SAMARINDA : Anggota Komisi IV DPRD Kota Samarinda Ismail Latisi turut buka suara ihwal kasus kekerasan pada siswa yang sering kali menyudutkan guru sebagai pelaku.
Menurutnya, ketika guru melakukan tindakan fisik bisa jadi karena terjadinya pengulangan tindakan oleh siswa. Kemudian, nasihat yang sudah disampaikan oleh guru diabaikan.

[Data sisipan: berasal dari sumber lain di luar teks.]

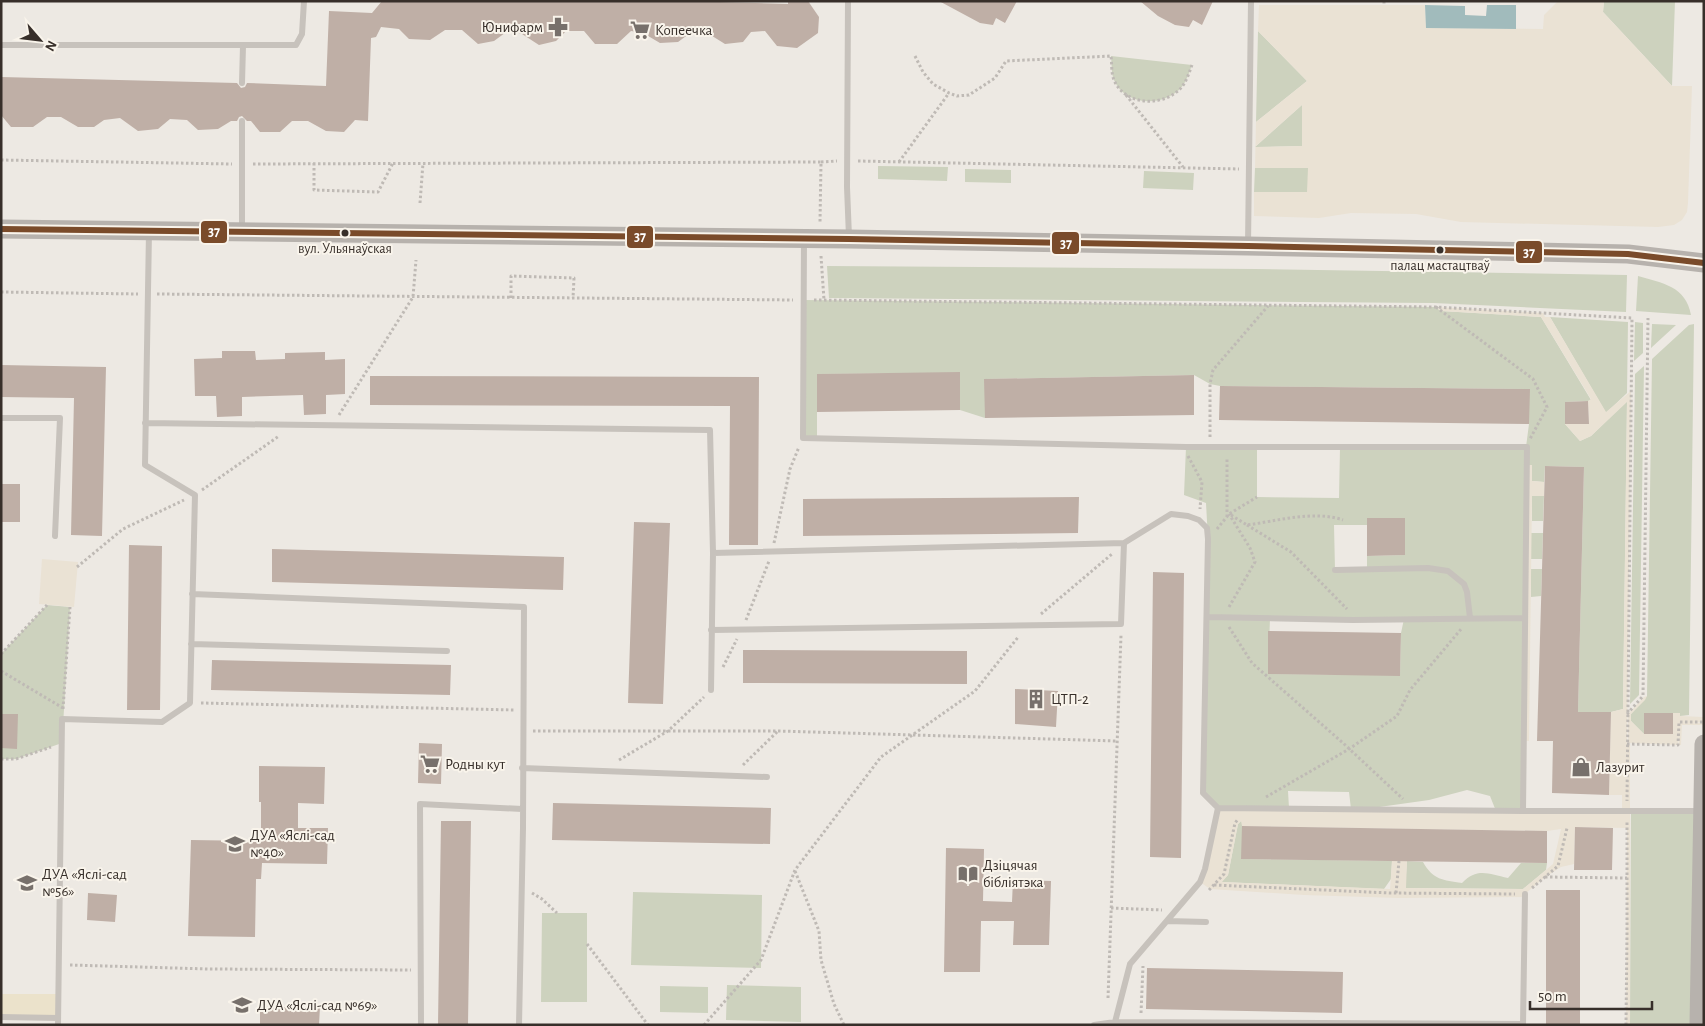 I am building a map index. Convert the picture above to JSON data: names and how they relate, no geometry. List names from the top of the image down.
{
  "places": {
    "pharmacy": ["Юнифарм"],
    "supermarket": ["Копеечка", "Родны кут"],
    "other": ["вул. Ульянаўская", "палац мастацтваў"],
    "building": ["ЦТП-2"],
    "shop": ["Лазурит"],
    "school or university": ["ДУА «Яслі-сад №40»", "ДУА «Яслі-сад №56»", "ДУА «Яслі-сад №69»"],
    "library": ["Дзіцячая бібліятэка"]
  },
  "lines": ["transit line 37"],
  "scale_bar": "50 m",
  "north": "bottom right"
}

“Sebetulnya niatnya untuk mendidik, bukan menyakiti. Tapi, kadang viral masuk UU Perlindungan Anak,” ujar Ismail di Kantor DPRD Kota Samarinda, Jalan Basuki Rahmat, Rabu, 19 Maret 2025.
Ia mengungkapkannya dalam rapat dengar pendapat atau hearing permohonan pembuatan Peraturan Daerah (Perda) tentang Perlindungan Pendidikan dan Tenaga Kependidikan (PTK) di Kota Samarinda.

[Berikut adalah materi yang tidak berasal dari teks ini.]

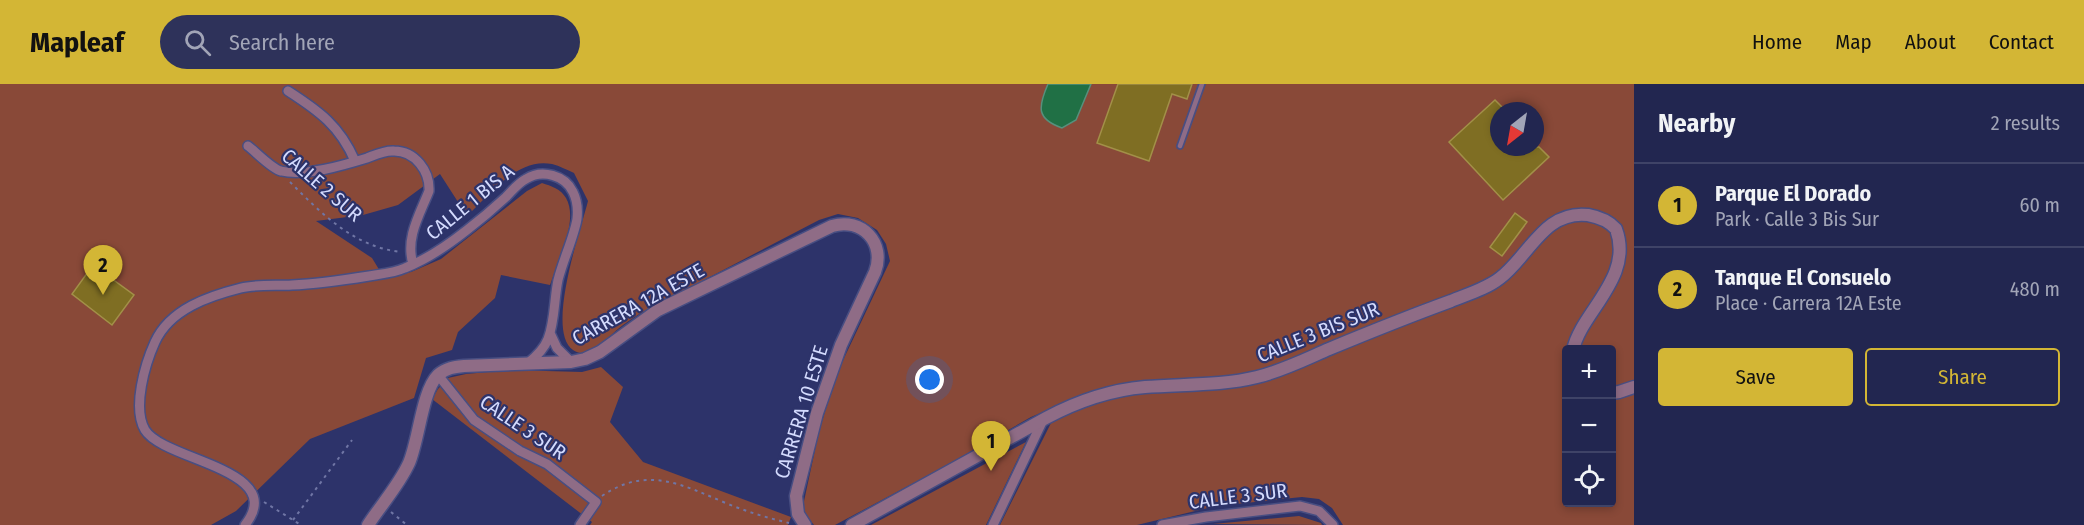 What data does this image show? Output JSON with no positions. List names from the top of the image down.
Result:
{
  "streets": {
    "street": [
      "CALLE 2 SUR",
      "CALLE 1 BIS A",
      "CARRERA 12A ESTE",
      "CALLE 3 BIS SUR",
      "CARRERA 10 ESTE",
      "CALLE 3 SUR"
    ]
  },
  "crossings": [
    ["CARRERA 12A ESTE", "CARRERA 10 ESTE"],
    ["CARRERA 12A ESTE", "CALLE 3 SUR"]
  ],
  "north": "bottom left",
  "page": {
    "header": "Mapleaf",
    "search": "Search here",
    "nav": [
      "Home",
      "Map",
      "About",
      "Contact"
    ],
    "heading": ["Nearby", "2 results"],
    "list": [
      {
        "mark": "1",
        "name": "Parque El Dorado",
        "note": "Park · Calle 3 Bis Sur",
        "value": "60 m"
      },
      {
        "mark": "2",
        "name": "Tanque El Consuelo",
        "note": "Place · Carrera 12A Este",
        "value": "480 m"
      }
    ],
    "pins": ["2", "1"],
    "buttons": ["Save", "Share"],
    "map_buttons": ["+", "−"]
  }
}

Ismail meyakini tidak ada pengajar yang berniat menyakiti muridnya. Tindakan yang sering dianggap sebagai kekerasan tersebut sebenarnya tak lain untuk mendisiplinkan murid.
“Kekerasan itu sebenarnya bukan pilihan pertama, tapi pilihan terakhir,” yakinnya.
Politikus Partai Keadilan Sejahtera (PKS) ini menyarankan agar Peraturan Daerah (Perda) Kota Samarinda Nomor 1 Tahun 2018 tentang Perlindungan Hukum Terhadap Pendidik dan Tenaga Kependidikan Dalam Penyelenggaraan Pendidikan disosialiskasikan kepada para guru.
“Supaya jika terjadi kasus tidak merembet. Bisa dilakukan pencegahan sejak awal entah dengan bantuan LBH PGRI atau yang lain sehingga tak sampai keluar,” tuturnya.
Ia menambahkan, Perda Perlindungan PTK perlu dipastikan, apakah usulan inisiatif dari legislatif yakni DPRD atau usulan eksekutif dari Dinas Pendidikan (Disdik) Kota Samarinda.